Curieux «peuple sahraoui» qui se limiterait à un fragment du grand Sahara, cette frange méridionale du Maroc jadis placée sous domination espagnole et rebaptisée «Sahara occidental». En réalité, une province amputée d’un Maroc souverain.
Tout attestait la continuité de cette souveraineté. La même monnaie circulait du nord au sud du royaume. Les tribus prêtaient allégeance au Sultan. L’avis de la CIJ en 1975 a établi qu’il existait des liens juridiques d’allégeance entre les tribus sahariennes et le Sultan du Maroc, reconnaissant ainsi une réalité historique et politique que le droit international codifié peinait à traduire en termes de souveraineté territoriale —reflet d’une lecture souvent eurocentriste, qui tend à ignorer la validité des formes d’autorité propres aux grandes civilisations non européennes.

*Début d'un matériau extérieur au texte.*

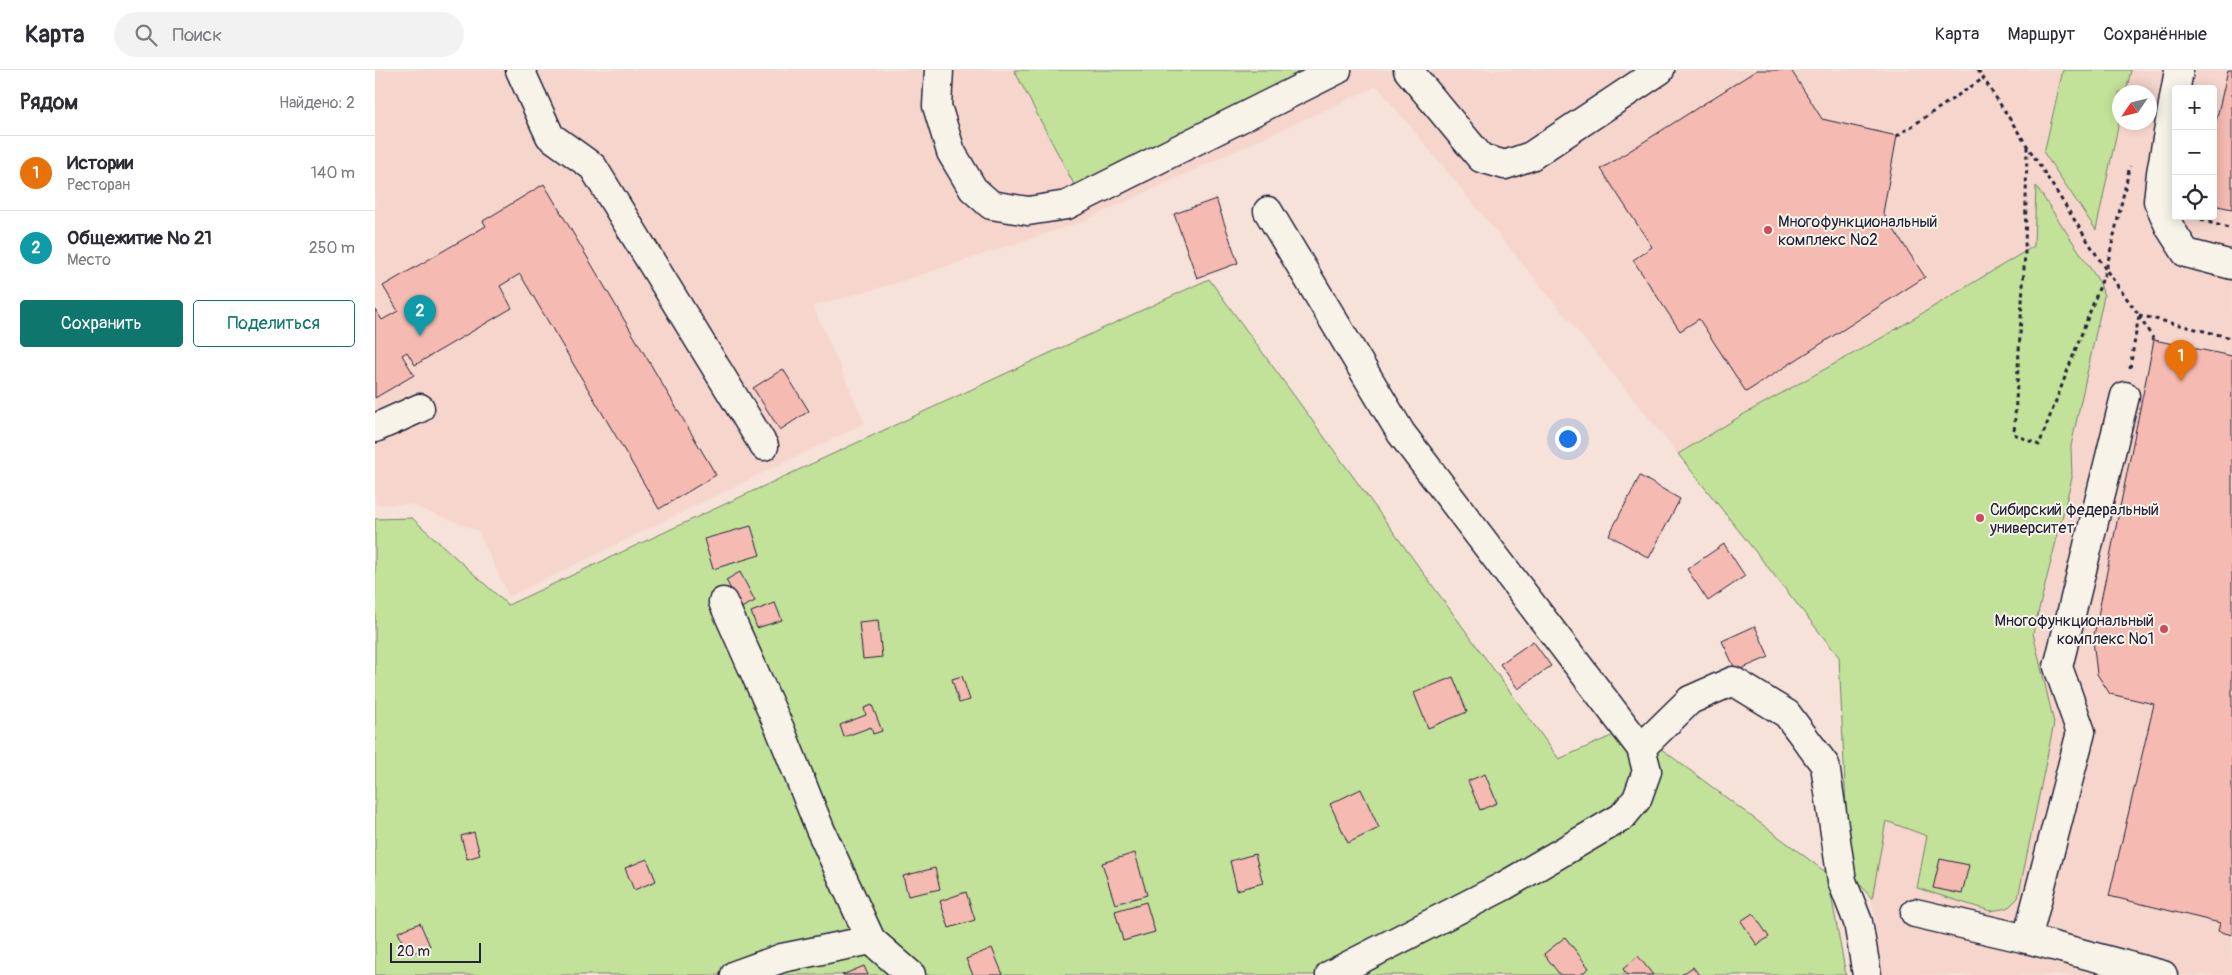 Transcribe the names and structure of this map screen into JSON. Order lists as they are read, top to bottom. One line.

Une cohésion ethnique et sociale liait les confins méridionaux au reste du pays. Les caïds, nommés par le Makhzen, assuraient l’encadrement politique et religieux. De surcroît, les cartes occidentales désignaient la région comme marocaine, tandis que les traités et correspondances diplomatiques européens confirmaient expressément l’autorité du Sultan.
Autant de faits qui pulvérisent l’idée d’un «peuple sahraoui» autonome et constitué.
Jamais en effet l’histoire n’a connu d’État sahraoui: pas de monnaie, pas de drapeau, pas de dynastie souveraine. L’absence de toute trace institutionnelle d’un tel État dans les archives pèse plus lourd que tous les slogans.
Quel est donc ce «peuple» absent à la fois des documents d’histoire et des cartes de géographie ?
Si ce peuple existait vraiment, il devrait au moins présenter une cohérence spatiale et historique. Or, rien de tel.
Le Sahara n’est pas ce carré de sable isolé que l’on voudrait découper à coups de compas coloniaux. C’est un océan minéral de près de neuf millions de km², traversant neuf pays et peuplé d’une mosaïque de tribus et de lignages. Des siècles durant, elles ont circulé librement du Souss aux rives du Sénégal, de l’Atlantique à Ghadamès, et jusqu’aux routes caravanières du Nil et du Soudan. C’est pourtant dans une portion de cet immense espace de mobilité et d’échanges que certains ont cru pouvoir créer, comme par enchantement, un micro-État sorti de nulle part, circonscrit à la seule partie marocaine.
Comparaison n’est pas raison, leur cas différant fondamentalement, mais les Kurdes, par exemple, ne se limitent pas à l’Irak : ils se projettent aussi en Turquie, en Syrie et en Iran. Les Basques ne bornent pas leur identité aux Pyrénées: ils la vivent des deux côtés de la montagne, au nord comme au sud. Les Catalans, eux, revendiquent leur existence de part et d’autre des frontières espagnoles et françaises, sans jamais la réduire à une circonscription arbitraire.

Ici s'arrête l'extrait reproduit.